Dataset excerpts:
------------------------------------------------------------------------

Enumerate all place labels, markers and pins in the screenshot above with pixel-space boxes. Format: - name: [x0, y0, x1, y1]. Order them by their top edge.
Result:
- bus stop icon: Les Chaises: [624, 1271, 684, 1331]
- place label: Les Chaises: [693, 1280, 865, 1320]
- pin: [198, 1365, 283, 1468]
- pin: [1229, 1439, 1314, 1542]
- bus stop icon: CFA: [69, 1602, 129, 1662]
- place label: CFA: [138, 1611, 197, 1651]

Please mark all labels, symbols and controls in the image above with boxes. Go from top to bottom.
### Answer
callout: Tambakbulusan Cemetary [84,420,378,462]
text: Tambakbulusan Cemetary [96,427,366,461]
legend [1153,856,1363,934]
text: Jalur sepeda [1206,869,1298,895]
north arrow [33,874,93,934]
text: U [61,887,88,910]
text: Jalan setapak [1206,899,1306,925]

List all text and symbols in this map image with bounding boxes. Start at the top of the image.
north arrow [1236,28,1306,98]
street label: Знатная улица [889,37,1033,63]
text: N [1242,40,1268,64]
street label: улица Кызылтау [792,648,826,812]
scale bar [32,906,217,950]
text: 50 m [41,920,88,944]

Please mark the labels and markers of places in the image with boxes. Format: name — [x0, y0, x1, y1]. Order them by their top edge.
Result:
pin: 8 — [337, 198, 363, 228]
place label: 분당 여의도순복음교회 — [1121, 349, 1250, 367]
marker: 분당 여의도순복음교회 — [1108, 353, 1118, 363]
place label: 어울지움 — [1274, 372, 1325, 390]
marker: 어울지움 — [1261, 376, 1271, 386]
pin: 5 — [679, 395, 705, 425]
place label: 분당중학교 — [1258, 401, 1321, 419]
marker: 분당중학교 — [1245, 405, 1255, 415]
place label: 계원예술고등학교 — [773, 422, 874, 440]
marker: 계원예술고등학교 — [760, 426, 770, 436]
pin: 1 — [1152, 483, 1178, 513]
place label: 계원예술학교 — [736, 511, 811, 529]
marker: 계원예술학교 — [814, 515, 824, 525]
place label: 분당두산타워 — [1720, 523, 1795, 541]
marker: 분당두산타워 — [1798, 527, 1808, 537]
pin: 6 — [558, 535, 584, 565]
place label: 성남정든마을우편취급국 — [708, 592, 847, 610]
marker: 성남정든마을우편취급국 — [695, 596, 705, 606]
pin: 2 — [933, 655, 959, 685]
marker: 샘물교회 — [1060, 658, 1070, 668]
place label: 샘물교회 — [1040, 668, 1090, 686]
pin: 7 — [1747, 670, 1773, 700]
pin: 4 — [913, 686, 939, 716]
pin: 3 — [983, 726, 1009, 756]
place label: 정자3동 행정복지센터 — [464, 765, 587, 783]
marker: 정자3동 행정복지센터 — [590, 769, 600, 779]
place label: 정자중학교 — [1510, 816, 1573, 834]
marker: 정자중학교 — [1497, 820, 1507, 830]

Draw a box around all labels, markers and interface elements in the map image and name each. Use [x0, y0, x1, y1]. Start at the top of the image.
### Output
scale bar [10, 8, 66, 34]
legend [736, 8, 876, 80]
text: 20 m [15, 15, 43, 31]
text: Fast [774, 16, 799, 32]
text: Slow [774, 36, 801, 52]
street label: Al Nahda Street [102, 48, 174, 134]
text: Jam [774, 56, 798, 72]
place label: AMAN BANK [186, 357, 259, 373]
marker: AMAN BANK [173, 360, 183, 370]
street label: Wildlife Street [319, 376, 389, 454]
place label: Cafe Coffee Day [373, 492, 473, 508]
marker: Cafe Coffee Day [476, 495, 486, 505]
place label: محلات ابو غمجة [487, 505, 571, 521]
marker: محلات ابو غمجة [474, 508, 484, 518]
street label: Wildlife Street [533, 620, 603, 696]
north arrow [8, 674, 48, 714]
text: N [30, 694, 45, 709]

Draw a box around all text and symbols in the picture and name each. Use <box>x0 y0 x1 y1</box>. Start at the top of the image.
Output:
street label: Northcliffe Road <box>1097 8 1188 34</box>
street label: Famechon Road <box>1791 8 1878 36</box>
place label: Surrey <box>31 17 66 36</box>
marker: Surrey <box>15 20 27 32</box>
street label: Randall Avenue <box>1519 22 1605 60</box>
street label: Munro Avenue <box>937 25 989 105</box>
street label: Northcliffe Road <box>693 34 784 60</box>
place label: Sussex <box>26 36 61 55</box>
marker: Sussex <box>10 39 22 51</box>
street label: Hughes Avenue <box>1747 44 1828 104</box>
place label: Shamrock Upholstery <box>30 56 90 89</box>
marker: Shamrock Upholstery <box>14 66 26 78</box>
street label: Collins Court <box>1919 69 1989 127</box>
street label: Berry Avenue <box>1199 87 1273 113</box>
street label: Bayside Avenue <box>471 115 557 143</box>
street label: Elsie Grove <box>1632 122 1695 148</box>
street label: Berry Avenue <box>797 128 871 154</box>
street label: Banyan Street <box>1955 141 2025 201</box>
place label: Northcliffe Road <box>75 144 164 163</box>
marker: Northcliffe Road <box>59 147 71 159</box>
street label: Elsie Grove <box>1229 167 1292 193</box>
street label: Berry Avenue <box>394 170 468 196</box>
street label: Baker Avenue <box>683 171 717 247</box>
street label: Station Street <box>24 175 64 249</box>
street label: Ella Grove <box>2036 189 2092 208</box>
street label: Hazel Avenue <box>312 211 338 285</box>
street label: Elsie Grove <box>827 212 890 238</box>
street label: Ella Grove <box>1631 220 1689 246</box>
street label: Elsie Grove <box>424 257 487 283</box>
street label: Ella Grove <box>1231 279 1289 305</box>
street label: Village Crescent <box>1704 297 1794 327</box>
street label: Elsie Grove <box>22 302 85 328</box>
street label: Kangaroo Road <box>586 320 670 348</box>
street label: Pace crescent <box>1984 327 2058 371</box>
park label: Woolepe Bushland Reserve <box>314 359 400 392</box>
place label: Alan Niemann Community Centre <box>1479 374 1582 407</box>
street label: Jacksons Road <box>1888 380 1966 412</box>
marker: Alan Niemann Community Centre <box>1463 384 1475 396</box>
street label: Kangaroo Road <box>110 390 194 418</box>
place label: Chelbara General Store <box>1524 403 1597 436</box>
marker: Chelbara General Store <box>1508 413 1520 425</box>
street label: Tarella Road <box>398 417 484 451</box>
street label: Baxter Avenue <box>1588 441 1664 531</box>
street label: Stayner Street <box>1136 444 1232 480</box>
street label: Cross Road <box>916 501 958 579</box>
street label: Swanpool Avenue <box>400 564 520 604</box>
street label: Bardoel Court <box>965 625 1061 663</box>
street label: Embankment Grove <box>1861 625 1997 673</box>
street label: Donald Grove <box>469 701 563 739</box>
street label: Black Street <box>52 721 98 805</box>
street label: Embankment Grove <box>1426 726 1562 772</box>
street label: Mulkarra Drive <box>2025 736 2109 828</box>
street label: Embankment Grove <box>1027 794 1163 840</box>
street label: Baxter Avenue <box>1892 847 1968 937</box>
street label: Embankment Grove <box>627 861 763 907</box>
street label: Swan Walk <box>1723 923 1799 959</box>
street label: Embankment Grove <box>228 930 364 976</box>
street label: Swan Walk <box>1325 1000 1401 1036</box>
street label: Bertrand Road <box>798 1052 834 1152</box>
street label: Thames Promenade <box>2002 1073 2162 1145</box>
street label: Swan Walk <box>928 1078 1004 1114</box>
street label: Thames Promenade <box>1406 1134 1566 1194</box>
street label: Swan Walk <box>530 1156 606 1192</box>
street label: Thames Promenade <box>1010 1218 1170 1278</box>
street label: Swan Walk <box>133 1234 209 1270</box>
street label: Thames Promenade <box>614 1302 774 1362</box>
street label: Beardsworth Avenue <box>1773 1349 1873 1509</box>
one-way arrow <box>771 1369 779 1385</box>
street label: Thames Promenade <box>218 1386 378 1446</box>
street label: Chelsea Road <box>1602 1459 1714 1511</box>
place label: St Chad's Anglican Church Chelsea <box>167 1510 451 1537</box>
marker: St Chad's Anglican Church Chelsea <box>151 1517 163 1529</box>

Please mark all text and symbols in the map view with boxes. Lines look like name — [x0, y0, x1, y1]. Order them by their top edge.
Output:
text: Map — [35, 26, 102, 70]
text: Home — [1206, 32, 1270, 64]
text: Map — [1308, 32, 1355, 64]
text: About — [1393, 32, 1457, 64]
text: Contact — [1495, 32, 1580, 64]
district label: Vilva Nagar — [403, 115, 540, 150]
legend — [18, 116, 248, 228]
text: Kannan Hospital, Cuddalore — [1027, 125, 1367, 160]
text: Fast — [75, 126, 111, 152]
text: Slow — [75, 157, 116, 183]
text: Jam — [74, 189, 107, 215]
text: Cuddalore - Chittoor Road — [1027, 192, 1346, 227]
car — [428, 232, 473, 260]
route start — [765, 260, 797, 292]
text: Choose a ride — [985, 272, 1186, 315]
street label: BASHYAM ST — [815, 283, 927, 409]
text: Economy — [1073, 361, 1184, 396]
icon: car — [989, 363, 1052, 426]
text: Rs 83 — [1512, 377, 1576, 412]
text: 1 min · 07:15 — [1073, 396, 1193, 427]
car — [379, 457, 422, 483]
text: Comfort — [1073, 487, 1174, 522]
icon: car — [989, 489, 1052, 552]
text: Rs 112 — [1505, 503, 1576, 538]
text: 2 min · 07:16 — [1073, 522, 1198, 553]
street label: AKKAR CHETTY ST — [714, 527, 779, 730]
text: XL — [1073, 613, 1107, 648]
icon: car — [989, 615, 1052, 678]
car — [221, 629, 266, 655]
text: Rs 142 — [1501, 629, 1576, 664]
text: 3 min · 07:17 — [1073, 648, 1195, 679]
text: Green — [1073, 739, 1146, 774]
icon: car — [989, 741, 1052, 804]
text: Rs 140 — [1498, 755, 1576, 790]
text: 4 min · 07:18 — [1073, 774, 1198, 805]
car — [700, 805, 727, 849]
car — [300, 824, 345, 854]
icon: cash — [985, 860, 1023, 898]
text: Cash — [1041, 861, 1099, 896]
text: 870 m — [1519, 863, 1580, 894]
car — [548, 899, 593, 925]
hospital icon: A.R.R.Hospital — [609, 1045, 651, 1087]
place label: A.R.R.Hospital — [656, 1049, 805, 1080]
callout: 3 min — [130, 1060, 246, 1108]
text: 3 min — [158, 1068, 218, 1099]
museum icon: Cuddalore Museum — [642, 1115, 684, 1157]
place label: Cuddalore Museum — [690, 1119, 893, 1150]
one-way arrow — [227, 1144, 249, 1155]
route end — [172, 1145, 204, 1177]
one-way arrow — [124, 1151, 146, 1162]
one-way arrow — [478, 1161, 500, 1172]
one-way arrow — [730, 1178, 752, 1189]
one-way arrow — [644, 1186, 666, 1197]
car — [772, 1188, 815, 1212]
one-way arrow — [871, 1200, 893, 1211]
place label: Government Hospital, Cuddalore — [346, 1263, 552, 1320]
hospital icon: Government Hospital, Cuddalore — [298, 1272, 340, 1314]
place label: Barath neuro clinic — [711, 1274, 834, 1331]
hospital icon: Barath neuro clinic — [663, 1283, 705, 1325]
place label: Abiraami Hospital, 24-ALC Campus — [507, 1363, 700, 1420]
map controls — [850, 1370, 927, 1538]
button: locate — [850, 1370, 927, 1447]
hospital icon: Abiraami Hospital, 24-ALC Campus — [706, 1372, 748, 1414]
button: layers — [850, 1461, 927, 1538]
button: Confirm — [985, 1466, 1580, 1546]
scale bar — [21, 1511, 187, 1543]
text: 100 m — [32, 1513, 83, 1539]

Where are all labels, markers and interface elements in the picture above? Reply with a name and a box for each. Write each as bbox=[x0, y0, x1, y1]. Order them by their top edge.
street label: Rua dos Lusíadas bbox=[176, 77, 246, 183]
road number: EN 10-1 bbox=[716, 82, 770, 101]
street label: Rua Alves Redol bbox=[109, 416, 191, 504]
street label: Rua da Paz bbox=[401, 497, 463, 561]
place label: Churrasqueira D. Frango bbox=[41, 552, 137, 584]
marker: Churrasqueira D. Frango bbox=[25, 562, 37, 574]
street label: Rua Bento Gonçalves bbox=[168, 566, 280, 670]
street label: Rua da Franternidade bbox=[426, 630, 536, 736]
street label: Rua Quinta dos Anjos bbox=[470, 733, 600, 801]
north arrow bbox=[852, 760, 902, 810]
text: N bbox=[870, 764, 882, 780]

------------------------------------------------------------------------

■ WHAT YOU HAVE TO DO ■
Which lines above run from the one containing "Draw a box around all labels, markers" down to the one containing "Draw a box around all text"? Repeat exactly those, both ends included, and nothing else.

■ TASK SOLUTION ■
Draw a box around all labels, markers and interface elements in the map image and name each. Use [x0, y0, x1, y1]. Start at the top of the image.
### Output
scale bar [10, 8, 66, 34]
legend [736, 8, 876, 80]
text: 20 m [15, 15, 43, 31]
text: Fast [774, 16, 799, 32]
text: Slow [774, 36, 801, 52]
street label: Al Nahda Street [102, 48, 174, 134]
text: Jam [774, 56, 798, 72]
place label: AMAN BANK [186, 357, 259, 373]
marker: AMAN BANK [173, 360, 183, 370]
street label: Wildlife Street [319, 376, 389, 454]
place label: Cafe Coffee Day [373, 492, 473, 508]
marker: Cafe Coffee Day [476, 495, 486, 505]
place label: محلات ابو غمجة [487, 505, 571, 521]
marker: محلات ابو غمجة [474, 508, 484, 518]
street label: Wildlife Street [533, 620, 603, 696]
north arrow [8, 674, 48, 714]
text: N [30, 694, 45, 709]

Draw a box around all text and symbols in the picture and name each. Use <box>x0 y0 x1 y1</box>. Start at the top of the image.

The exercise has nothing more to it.